• **Exercise objective**
Count, in the data that follows, every line with the string "they", and give that count as the whole reply.

• **Given records**
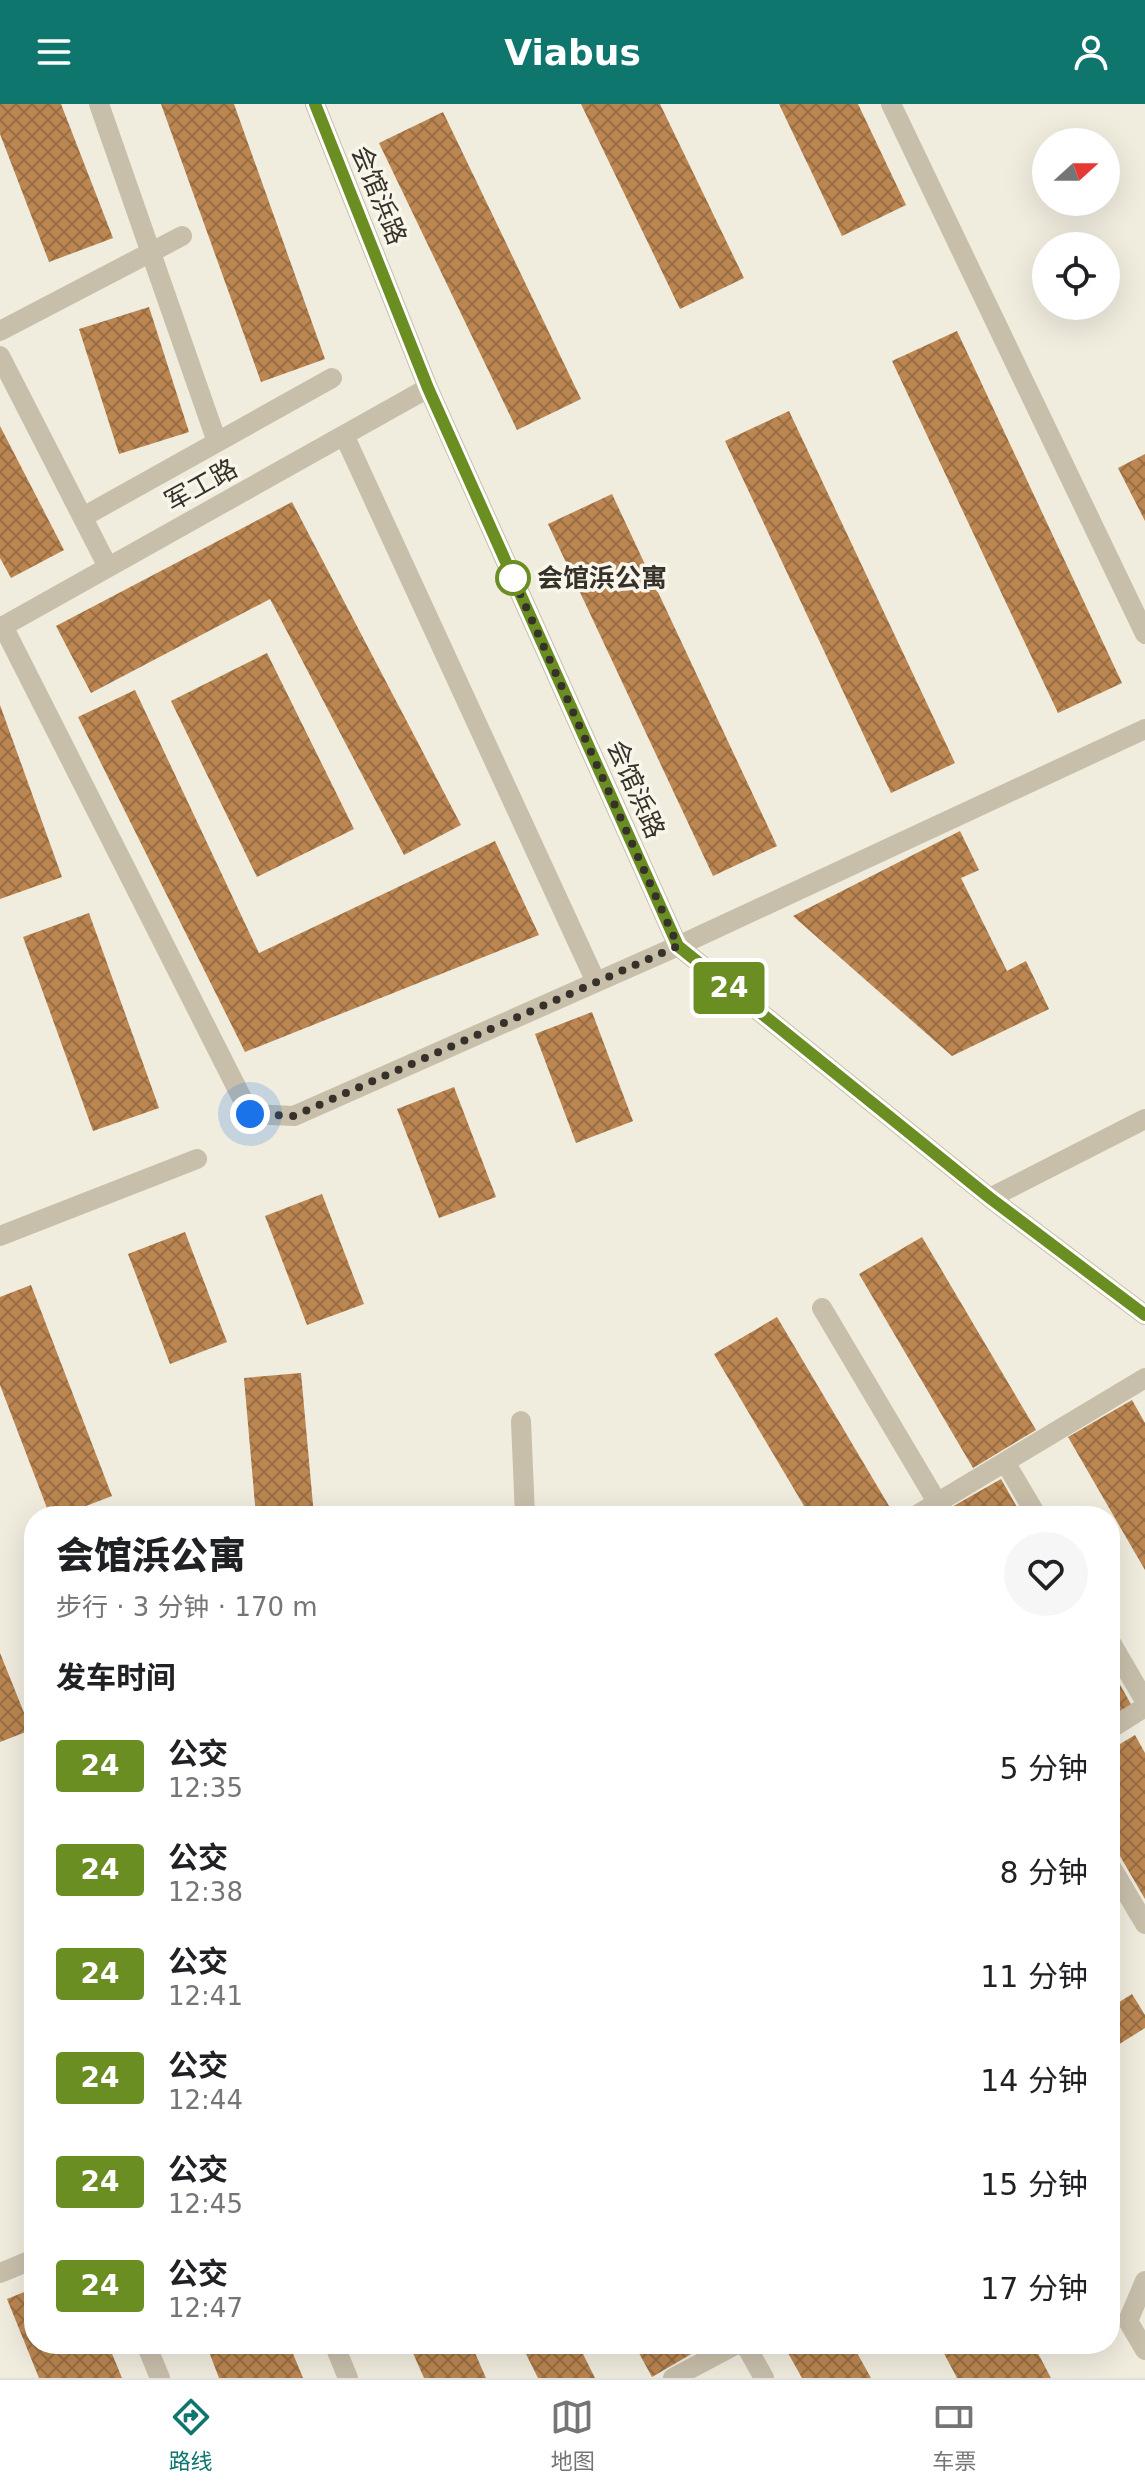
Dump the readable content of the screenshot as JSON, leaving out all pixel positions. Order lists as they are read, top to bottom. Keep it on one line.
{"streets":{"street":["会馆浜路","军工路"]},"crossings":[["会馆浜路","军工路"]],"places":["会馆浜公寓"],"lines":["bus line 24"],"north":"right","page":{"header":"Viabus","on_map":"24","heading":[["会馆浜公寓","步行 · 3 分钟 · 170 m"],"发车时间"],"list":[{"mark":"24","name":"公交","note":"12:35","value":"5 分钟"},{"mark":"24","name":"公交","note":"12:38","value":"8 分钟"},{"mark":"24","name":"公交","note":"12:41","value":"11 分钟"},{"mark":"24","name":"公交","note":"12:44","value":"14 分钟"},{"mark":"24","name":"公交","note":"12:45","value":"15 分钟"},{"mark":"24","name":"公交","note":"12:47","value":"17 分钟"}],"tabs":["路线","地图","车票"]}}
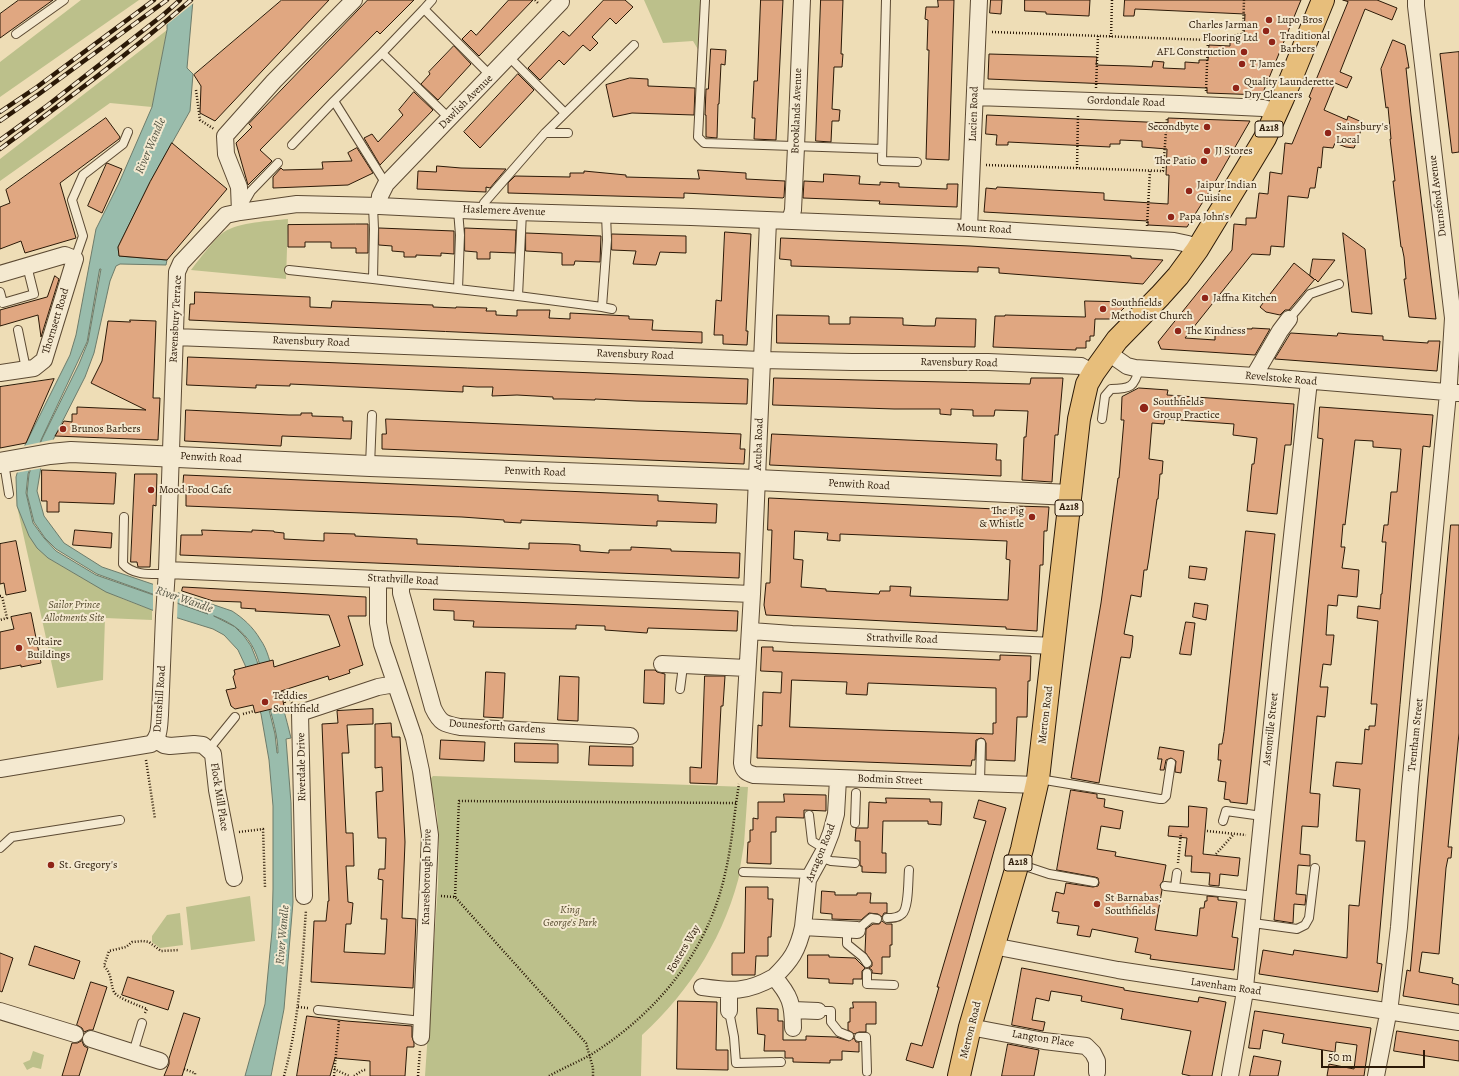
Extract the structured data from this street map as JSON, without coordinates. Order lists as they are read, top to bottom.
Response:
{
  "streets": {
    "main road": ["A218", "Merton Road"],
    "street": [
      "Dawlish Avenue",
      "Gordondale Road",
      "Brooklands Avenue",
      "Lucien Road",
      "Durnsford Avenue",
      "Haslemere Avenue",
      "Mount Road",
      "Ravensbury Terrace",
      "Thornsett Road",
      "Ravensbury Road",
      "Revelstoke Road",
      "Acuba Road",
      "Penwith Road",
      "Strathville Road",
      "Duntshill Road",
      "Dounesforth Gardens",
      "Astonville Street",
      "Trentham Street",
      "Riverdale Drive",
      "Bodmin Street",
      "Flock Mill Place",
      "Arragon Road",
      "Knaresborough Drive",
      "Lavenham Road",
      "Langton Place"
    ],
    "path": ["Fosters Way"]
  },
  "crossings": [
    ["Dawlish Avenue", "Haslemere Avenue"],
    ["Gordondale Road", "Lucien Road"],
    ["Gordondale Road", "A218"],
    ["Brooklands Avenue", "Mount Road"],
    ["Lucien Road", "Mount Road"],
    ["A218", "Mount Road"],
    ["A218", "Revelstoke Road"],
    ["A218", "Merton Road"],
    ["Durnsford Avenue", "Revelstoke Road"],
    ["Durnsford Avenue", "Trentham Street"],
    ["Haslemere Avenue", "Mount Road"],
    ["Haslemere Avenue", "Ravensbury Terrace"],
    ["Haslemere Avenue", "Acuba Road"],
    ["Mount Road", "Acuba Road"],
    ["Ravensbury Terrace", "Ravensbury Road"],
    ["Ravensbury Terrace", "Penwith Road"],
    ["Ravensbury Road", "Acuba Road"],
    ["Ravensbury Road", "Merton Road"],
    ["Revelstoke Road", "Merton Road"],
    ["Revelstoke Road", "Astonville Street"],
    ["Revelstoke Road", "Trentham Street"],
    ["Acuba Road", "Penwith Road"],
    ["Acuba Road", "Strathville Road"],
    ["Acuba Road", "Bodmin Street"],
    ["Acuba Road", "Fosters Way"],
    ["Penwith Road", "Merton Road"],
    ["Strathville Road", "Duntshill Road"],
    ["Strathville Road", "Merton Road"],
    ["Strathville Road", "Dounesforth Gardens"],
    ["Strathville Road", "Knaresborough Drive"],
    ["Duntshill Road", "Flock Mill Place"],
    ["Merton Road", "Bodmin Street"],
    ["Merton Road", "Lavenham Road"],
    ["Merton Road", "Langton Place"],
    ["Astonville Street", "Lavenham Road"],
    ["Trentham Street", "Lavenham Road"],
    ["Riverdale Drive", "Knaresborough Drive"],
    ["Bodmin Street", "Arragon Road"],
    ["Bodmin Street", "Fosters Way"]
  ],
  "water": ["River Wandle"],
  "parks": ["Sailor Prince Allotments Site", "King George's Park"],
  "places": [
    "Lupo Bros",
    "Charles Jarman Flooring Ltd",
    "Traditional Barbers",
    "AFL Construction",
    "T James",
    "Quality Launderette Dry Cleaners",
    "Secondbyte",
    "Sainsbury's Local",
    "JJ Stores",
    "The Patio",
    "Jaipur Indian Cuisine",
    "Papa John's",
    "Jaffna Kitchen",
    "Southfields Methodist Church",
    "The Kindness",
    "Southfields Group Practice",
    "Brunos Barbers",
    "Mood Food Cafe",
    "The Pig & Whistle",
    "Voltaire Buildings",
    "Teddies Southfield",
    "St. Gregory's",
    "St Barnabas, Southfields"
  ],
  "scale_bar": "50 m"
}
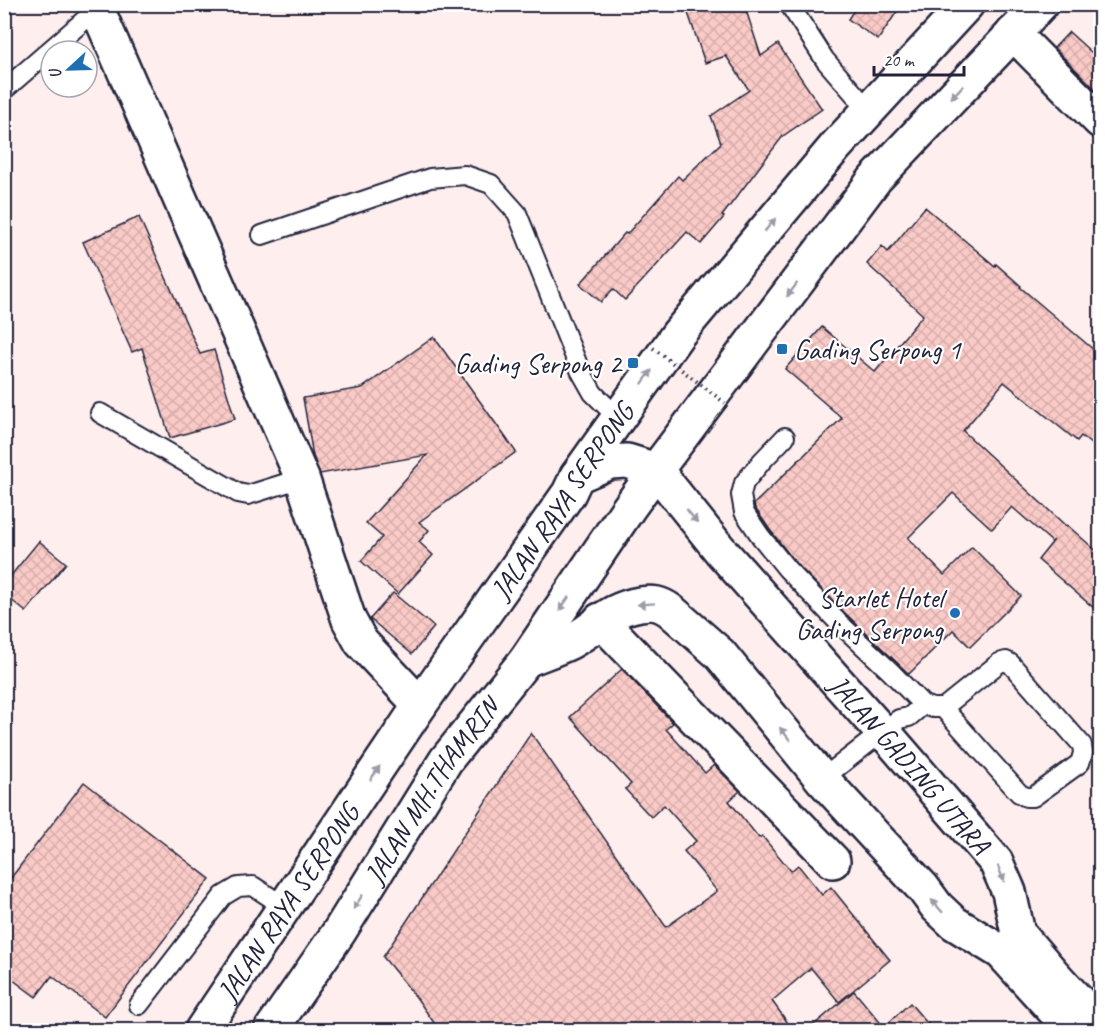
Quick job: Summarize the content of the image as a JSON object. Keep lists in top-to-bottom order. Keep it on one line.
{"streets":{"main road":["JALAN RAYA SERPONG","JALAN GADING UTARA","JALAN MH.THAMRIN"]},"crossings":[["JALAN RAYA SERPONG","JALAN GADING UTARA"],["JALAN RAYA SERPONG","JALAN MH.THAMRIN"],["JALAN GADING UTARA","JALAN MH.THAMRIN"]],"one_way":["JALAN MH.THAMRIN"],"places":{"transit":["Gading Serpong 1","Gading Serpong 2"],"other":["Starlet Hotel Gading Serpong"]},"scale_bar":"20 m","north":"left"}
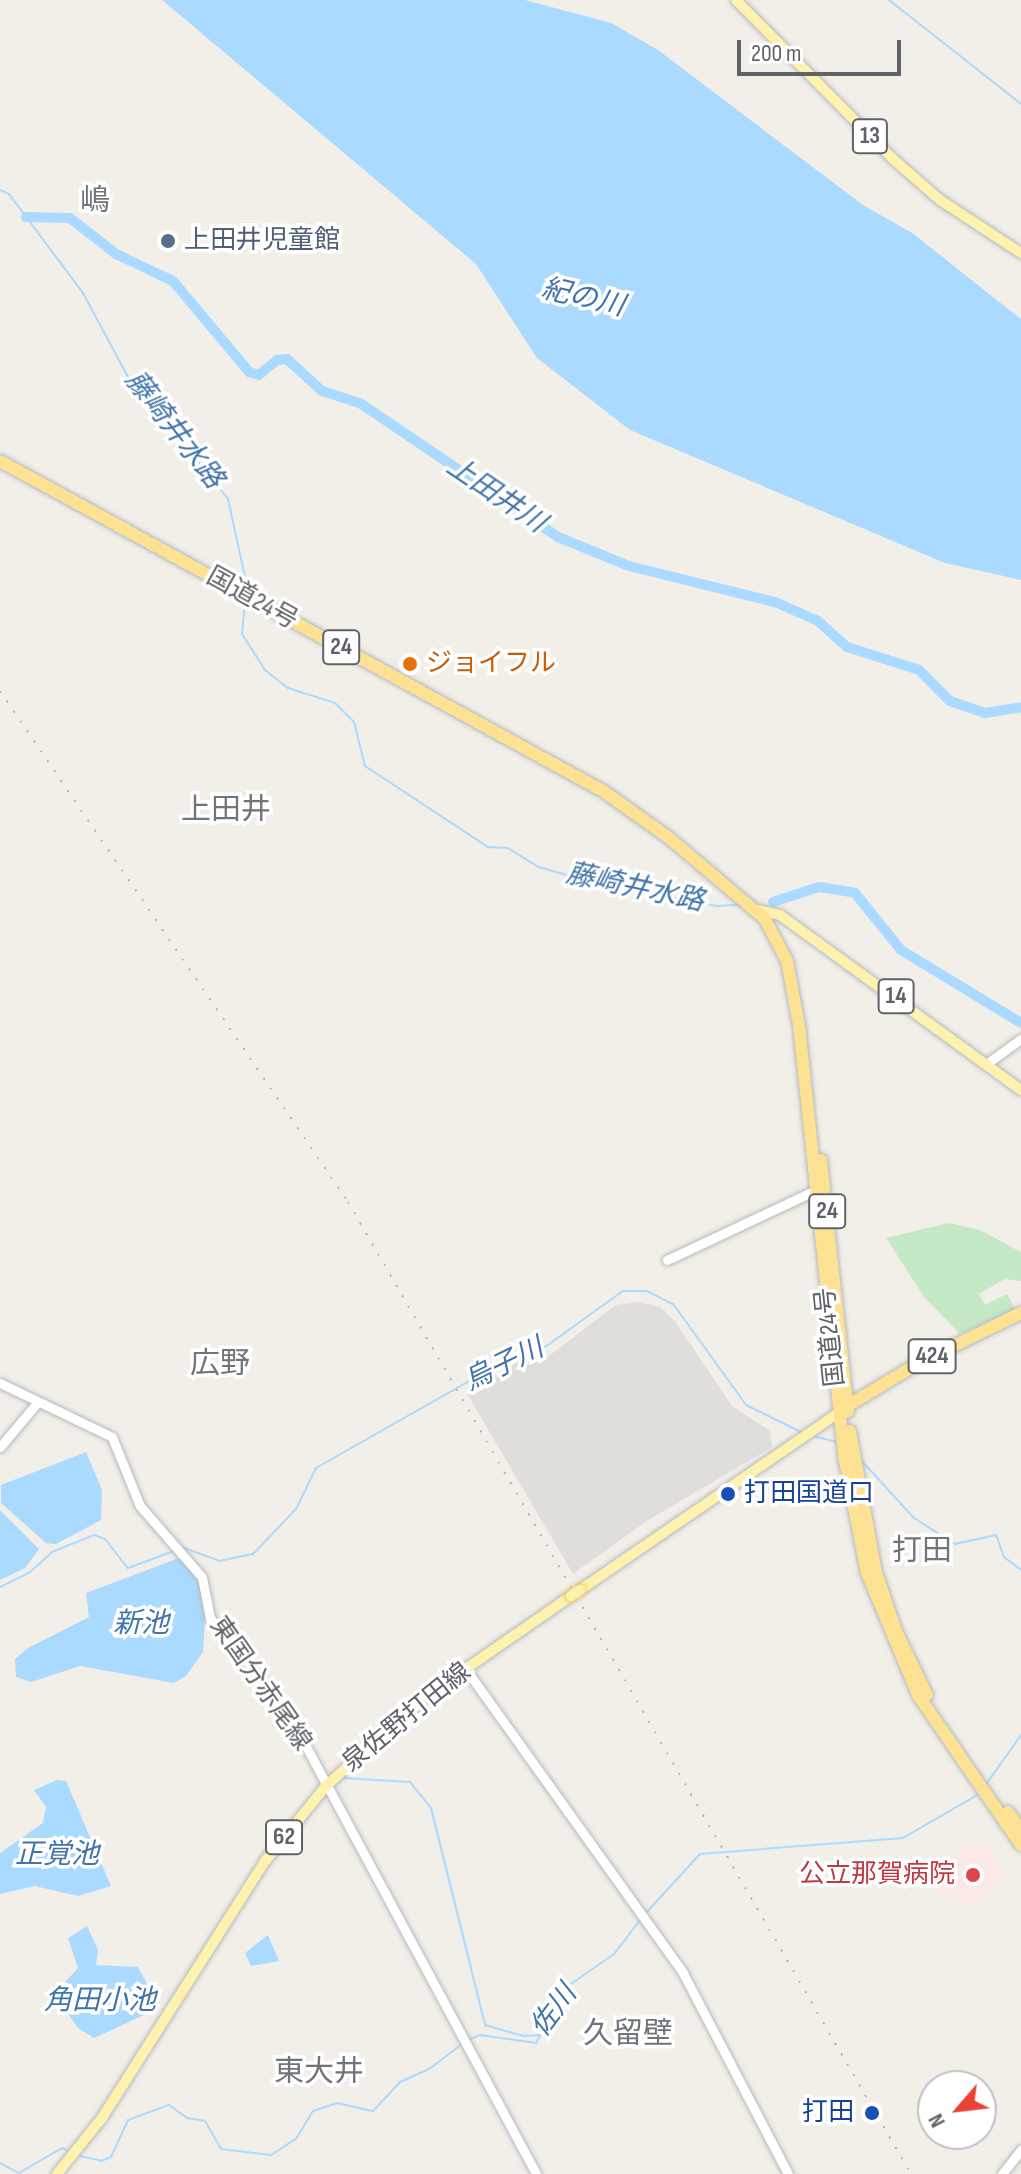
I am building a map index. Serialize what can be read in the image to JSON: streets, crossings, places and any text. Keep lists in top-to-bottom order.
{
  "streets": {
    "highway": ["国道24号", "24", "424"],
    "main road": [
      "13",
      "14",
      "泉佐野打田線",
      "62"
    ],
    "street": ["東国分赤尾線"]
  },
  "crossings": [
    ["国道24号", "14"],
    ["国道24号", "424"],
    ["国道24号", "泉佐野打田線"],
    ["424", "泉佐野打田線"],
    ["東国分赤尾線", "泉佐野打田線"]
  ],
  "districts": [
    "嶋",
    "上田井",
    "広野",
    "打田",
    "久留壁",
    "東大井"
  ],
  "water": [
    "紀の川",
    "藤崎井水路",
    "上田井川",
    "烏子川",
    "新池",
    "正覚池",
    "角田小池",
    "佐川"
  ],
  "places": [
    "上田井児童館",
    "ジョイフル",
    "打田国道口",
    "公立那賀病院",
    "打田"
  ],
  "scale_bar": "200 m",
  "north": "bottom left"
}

• **Response for this exercise**
2